(Stored items from a collection)
_ _ _ _ _

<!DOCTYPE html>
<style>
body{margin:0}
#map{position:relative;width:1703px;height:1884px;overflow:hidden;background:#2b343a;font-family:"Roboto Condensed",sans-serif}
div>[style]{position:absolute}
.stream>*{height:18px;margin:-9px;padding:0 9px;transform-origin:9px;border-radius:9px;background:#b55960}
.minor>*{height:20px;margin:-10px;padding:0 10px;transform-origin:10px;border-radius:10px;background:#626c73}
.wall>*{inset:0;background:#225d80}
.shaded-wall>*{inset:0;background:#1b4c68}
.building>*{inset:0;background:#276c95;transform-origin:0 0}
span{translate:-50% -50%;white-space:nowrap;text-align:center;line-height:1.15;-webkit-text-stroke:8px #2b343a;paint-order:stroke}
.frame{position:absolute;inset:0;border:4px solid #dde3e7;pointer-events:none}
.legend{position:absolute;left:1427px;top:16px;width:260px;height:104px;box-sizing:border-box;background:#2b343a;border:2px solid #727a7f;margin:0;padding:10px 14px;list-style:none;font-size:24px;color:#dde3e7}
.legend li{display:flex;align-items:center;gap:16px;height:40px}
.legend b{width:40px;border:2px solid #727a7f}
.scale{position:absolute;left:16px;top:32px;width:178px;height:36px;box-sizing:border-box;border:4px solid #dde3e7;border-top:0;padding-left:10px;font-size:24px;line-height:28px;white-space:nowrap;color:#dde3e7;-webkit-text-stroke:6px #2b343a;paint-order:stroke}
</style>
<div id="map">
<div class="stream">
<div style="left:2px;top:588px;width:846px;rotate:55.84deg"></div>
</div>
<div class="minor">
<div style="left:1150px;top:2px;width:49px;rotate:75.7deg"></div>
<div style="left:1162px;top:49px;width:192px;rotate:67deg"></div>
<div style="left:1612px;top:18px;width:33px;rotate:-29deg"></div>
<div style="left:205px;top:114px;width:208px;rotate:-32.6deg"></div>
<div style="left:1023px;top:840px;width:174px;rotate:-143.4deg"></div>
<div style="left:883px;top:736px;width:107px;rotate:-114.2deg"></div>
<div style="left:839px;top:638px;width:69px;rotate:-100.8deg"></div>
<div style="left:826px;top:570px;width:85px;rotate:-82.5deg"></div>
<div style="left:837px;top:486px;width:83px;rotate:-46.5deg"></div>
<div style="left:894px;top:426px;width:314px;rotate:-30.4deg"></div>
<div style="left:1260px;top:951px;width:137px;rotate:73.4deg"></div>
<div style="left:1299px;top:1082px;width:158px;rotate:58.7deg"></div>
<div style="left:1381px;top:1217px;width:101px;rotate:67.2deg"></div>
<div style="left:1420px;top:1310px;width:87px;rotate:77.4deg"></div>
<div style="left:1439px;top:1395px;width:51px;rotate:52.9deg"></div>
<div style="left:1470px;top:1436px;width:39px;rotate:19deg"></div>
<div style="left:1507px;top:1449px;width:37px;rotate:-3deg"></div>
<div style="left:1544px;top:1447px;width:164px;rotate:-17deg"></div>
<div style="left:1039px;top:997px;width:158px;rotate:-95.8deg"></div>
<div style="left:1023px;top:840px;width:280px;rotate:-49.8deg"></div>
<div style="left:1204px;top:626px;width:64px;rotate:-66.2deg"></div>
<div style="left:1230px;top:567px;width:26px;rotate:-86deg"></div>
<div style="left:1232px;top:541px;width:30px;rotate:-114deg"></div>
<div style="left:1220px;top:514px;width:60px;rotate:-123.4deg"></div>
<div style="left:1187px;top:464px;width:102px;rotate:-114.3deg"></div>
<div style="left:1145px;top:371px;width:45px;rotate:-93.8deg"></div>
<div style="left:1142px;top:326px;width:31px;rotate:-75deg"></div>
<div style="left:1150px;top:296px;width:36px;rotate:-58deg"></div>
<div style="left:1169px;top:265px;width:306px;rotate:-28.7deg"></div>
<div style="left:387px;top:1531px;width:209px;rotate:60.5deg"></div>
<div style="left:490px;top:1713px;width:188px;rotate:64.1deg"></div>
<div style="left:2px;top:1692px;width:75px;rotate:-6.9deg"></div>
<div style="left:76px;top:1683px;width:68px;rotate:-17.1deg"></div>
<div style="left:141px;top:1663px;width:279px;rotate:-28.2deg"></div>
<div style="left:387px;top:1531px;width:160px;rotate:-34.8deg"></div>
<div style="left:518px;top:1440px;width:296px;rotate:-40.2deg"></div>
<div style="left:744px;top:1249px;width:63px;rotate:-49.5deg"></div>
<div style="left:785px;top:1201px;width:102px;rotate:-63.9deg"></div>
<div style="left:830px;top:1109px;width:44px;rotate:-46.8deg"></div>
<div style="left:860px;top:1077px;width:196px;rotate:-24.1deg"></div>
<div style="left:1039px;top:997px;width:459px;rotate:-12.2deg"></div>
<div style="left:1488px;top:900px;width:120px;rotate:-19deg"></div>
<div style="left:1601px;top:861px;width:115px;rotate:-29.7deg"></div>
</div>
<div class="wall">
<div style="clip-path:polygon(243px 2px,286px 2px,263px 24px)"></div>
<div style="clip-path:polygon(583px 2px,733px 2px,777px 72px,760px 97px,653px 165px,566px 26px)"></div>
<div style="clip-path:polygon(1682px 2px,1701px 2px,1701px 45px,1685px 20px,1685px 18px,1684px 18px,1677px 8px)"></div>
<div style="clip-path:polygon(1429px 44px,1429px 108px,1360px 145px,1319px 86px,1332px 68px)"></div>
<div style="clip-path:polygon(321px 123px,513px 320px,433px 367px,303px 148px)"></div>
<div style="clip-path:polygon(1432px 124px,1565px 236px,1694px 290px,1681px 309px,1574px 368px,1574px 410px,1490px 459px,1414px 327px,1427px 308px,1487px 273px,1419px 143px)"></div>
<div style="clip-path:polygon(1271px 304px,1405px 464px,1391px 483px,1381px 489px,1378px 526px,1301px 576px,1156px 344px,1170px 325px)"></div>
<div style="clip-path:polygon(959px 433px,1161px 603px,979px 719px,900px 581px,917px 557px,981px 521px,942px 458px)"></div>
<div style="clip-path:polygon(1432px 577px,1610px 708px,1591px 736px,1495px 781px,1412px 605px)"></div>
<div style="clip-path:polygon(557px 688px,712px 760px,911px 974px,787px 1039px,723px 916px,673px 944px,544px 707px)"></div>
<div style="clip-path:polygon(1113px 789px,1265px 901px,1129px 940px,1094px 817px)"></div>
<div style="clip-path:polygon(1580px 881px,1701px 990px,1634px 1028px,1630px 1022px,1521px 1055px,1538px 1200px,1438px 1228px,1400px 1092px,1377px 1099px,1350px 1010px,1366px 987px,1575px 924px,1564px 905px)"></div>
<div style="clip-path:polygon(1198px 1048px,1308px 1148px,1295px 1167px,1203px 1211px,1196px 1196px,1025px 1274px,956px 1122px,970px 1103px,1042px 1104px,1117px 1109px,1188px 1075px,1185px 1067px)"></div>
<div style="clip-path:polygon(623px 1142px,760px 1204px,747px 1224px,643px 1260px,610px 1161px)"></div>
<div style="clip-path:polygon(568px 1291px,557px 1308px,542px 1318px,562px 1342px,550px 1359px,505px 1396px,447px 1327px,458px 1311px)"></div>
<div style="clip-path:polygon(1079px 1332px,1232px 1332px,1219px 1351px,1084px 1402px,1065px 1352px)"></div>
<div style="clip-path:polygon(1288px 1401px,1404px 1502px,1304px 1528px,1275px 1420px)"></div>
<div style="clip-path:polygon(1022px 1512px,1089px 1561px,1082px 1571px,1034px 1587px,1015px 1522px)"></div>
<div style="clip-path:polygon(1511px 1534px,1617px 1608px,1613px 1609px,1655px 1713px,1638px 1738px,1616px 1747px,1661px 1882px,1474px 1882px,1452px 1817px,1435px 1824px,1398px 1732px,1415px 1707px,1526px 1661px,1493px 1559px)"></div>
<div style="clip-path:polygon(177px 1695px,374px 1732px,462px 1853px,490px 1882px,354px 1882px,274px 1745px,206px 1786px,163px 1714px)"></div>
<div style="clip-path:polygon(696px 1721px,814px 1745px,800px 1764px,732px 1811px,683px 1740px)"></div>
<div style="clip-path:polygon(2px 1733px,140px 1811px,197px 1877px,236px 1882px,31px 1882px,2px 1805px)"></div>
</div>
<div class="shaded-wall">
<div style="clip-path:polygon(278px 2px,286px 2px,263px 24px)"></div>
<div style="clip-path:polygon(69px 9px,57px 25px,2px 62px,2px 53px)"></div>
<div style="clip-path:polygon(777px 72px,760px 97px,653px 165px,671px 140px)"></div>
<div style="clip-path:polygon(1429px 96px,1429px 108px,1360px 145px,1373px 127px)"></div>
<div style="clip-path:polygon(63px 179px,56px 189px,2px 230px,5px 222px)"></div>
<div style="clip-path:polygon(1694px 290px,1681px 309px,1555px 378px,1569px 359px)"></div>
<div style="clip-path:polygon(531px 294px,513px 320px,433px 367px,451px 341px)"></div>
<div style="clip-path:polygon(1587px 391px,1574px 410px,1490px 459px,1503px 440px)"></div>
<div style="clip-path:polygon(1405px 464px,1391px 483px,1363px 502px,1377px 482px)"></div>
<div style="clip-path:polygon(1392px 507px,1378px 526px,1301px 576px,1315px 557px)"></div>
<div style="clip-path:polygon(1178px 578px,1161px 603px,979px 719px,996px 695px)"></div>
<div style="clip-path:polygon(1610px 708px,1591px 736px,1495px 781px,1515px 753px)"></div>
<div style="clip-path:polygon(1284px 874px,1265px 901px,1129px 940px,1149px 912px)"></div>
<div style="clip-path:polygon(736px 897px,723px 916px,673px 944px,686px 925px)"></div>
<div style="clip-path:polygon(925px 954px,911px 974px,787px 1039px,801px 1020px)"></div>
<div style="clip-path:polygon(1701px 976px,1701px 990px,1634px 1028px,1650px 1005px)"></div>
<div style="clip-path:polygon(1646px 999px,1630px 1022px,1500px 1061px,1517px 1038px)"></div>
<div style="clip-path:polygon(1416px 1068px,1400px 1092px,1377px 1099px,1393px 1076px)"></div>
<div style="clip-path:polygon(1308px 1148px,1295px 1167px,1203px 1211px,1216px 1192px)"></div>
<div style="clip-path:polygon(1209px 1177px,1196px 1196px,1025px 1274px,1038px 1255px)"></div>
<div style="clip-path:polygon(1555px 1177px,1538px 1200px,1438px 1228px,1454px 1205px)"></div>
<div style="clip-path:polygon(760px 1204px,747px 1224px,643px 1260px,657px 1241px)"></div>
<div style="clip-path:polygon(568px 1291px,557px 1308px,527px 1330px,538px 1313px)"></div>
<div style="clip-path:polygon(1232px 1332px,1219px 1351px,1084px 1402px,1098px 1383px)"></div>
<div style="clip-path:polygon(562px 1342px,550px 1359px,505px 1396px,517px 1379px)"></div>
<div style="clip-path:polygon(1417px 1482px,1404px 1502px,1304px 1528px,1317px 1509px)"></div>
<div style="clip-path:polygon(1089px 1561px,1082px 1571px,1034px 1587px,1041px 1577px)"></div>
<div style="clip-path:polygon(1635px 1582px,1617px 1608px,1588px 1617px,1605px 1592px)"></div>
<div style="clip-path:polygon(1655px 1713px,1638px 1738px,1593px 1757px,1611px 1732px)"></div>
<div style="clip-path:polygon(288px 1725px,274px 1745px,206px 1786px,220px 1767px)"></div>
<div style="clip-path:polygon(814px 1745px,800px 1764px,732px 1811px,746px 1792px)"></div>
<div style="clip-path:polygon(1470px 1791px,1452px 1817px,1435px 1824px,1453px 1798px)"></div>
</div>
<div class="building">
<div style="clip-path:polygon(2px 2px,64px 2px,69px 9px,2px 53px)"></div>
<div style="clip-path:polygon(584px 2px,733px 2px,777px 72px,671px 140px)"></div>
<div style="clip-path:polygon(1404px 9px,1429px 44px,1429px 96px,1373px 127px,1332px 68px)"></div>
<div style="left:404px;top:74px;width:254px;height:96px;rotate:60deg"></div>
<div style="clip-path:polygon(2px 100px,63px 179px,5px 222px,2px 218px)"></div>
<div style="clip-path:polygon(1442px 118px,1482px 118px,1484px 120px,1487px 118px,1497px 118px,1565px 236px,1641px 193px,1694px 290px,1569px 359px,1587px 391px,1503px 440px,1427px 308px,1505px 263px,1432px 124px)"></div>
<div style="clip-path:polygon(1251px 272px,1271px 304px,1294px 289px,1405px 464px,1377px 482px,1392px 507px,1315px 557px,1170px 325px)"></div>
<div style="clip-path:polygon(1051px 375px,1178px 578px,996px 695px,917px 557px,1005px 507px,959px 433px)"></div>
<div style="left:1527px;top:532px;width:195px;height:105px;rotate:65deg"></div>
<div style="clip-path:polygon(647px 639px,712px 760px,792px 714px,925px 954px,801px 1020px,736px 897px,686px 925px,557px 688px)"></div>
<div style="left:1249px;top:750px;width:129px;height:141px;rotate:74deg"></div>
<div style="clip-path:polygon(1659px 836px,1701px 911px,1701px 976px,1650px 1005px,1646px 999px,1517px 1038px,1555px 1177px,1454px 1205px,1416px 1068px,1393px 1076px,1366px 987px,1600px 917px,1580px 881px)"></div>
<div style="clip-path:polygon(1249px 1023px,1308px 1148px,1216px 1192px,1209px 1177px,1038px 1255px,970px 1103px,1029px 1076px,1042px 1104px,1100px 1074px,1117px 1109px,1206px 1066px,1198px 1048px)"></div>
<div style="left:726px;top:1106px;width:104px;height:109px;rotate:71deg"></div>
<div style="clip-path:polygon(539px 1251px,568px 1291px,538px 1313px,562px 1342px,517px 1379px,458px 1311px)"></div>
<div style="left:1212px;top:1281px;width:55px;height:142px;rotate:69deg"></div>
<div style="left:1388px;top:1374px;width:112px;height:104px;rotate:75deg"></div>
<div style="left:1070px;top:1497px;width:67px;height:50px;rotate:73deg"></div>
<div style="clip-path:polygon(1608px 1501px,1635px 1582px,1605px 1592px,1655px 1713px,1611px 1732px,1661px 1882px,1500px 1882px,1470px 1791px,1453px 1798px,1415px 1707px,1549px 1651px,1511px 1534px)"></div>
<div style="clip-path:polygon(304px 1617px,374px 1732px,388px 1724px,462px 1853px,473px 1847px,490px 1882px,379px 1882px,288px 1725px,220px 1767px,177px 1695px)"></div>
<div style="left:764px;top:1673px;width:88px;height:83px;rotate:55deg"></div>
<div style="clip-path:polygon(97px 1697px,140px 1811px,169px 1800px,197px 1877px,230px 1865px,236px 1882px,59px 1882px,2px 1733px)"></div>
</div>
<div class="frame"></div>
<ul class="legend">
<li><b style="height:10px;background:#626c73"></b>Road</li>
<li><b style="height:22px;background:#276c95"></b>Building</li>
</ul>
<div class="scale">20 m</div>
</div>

_ _ _ _ _

§ **What the task requires**
Pull out all lines of the data with the string "shaded".

§ **Response to the task**
.shaded-wall>*{inset:0;background:#1b4c68}
<div class="shaded-wall">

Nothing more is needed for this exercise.